REQUIRED ACTION: Reproduce the opening lines of the records exactly, please, stopping after the line that contains "ctx.font = font".

INPUT DATA:
====================

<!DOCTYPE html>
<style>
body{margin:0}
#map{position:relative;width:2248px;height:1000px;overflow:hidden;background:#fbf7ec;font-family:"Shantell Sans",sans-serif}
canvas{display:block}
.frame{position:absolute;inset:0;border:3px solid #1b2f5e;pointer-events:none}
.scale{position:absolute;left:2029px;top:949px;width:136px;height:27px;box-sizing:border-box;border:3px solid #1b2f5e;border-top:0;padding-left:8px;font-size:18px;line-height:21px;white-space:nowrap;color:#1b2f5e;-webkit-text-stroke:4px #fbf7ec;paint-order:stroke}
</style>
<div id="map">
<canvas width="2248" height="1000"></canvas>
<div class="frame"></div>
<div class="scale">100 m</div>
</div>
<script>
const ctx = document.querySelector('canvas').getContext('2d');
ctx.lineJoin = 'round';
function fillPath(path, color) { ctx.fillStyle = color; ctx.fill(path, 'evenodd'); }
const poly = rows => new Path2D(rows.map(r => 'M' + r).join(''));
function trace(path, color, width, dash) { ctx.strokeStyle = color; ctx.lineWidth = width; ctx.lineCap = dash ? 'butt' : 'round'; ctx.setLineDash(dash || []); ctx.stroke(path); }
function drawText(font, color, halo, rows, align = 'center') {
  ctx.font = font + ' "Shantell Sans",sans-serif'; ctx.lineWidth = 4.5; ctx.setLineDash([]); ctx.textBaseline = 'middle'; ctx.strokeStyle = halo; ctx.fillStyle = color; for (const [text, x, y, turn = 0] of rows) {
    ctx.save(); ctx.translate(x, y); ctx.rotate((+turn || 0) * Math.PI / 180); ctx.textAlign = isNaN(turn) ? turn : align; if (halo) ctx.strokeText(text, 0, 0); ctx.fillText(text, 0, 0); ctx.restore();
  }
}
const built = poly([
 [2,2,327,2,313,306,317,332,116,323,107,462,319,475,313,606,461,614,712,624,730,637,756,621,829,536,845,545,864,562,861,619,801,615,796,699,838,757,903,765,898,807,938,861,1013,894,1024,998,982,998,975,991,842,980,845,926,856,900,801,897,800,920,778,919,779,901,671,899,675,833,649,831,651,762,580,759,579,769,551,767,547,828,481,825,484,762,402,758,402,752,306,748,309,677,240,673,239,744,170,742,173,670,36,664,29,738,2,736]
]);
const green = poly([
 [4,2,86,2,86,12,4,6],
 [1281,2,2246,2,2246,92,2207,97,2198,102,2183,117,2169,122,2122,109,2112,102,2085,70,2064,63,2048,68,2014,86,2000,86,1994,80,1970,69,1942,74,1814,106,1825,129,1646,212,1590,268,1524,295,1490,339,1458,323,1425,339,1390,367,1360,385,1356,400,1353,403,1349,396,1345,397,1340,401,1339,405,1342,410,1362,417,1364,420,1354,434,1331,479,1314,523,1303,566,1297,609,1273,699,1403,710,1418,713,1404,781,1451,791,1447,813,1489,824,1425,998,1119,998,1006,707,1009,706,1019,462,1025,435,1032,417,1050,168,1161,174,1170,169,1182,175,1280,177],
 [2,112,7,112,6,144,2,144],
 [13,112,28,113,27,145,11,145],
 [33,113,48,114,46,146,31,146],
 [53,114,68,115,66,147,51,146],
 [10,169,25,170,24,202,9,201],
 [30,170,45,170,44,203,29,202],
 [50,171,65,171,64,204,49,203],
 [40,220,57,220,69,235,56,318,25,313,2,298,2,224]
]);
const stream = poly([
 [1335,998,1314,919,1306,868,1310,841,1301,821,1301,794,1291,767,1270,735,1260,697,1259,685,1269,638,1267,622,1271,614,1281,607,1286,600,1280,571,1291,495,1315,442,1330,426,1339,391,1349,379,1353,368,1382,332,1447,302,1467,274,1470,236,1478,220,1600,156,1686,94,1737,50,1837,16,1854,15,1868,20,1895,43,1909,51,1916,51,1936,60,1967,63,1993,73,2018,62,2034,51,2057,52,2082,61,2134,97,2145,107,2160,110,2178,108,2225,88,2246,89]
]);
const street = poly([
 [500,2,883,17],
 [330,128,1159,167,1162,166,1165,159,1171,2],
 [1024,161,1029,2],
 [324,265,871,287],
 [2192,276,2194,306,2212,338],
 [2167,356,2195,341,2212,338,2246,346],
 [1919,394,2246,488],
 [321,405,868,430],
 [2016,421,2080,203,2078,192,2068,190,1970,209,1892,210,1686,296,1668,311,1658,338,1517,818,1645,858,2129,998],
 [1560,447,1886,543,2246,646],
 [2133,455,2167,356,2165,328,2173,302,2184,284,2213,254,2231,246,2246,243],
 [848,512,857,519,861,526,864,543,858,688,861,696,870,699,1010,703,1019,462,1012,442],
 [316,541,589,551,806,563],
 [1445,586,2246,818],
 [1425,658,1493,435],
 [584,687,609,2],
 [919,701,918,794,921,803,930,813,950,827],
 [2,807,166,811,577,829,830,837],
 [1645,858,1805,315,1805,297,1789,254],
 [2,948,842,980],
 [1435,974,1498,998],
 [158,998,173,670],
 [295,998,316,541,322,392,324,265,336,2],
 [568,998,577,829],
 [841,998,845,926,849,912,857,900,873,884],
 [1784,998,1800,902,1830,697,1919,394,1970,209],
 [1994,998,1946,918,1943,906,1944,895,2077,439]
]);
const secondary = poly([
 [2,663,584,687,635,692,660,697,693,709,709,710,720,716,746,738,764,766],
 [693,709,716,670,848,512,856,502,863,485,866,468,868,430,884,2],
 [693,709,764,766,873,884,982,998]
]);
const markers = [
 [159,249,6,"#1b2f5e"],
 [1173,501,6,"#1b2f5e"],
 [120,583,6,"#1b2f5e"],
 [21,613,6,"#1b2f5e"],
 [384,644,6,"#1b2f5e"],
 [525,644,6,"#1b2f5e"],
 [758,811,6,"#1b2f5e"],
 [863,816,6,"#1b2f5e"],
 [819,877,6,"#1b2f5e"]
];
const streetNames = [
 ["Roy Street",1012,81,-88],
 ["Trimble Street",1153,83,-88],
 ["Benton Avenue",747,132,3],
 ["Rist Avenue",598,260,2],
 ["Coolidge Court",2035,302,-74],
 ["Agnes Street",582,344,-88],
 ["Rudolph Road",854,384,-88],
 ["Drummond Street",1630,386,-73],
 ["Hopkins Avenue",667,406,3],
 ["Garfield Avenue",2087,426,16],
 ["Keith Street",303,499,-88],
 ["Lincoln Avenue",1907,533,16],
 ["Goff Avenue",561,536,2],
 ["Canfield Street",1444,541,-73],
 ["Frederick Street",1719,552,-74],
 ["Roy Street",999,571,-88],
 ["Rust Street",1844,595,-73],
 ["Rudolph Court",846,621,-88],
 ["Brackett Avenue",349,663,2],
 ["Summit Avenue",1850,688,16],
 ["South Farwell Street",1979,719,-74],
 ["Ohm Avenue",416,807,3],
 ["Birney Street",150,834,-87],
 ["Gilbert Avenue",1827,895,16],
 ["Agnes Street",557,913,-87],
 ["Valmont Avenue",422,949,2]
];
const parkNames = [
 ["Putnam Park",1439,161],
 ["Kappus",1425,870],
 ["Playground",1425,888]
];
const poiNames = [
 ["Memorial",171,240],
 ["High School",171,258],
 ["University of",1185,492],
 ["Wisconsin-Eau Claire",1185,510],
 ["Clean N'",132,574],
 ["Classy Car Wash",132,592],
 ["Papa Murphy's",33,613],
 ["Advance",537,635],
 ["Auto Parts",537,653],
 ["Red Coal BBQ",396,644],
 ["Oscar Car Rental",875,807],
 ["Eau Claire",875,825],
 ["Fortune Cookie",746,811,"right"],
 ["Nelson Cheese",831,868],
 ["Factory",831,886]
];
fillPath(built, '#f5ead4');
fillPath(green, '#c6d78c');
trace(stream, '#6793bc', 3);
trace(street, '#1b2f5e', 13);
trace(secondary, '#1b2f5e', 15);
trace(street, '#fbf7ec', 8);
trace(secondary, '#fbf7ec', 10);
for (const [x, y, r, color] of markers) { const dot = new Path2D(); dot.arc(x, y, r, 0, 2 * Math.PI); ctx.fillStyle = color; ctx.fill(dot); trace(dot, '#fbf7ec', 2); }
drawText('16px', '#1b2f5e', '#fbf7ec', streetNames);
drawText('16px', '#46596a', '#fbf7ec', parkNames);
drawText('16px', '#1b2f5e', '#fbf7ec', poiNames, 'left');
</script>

====================

RESULT OF THIS EXERCISE:
<!DOCTYPE html>
<style>
body{margin:0}
#map{position:relative;width:2248px;height:1000px;overflow:hidden;background:#fbf7ec;font-family:"Shantell Sans",sans-serif}
canvas{display:block}
.frame{position:absolute;inset:0;border:3px solid #1b2f5e;pointer-events:none}
.scale{position:absolute;left:2029px;top:949px;width:136px;height:27px;box-sizing:border-box;border:3px solid #1b2f5e;border-top:0;padding-left:8px;font-size:18px;line-height:21px;white-space:nowrap;color:#1b2f5e;-webkit-text-stroke:4px #fbf7ec;paint-order:stroke}
</style>
<div id="map">
<canvas width="2248" height="1000"></canvas>
<div class="frame"></div>
<div class="scale">100 m</div>
</div>
<script>
const ctx = document.querySelector('canvas').getContext('2d');
ctx.lineJoin = 'round';
function fillPath(path, color) { ctx.fillStyle = color; ctx.fill(path, 'evenodd'); }
const poly = rows => new Path2D(rows.map(r => 'M' + r).join(''));
function trace(path, color, width, dash) { ctx.strokeStyle = color; ctx.lineWidth = width; ctx.lineCap = dash ? 'butt' : 'round'; ctx.setLineDash(dash || []); ctx.stroke(path); }
function drawText(font, color, halo, rows, align = 'center') {
  ctx.font = font + ' "Shantell Sans",sans-serif'; ctx.lineWidth = 4.5; ctx.setLineDash([]); ctx.textBaseline = 'middle'; ctx.strokeStyle = halo; ctx.fillStyle = color; for (const [text, x, y, turn = 0] of rows) {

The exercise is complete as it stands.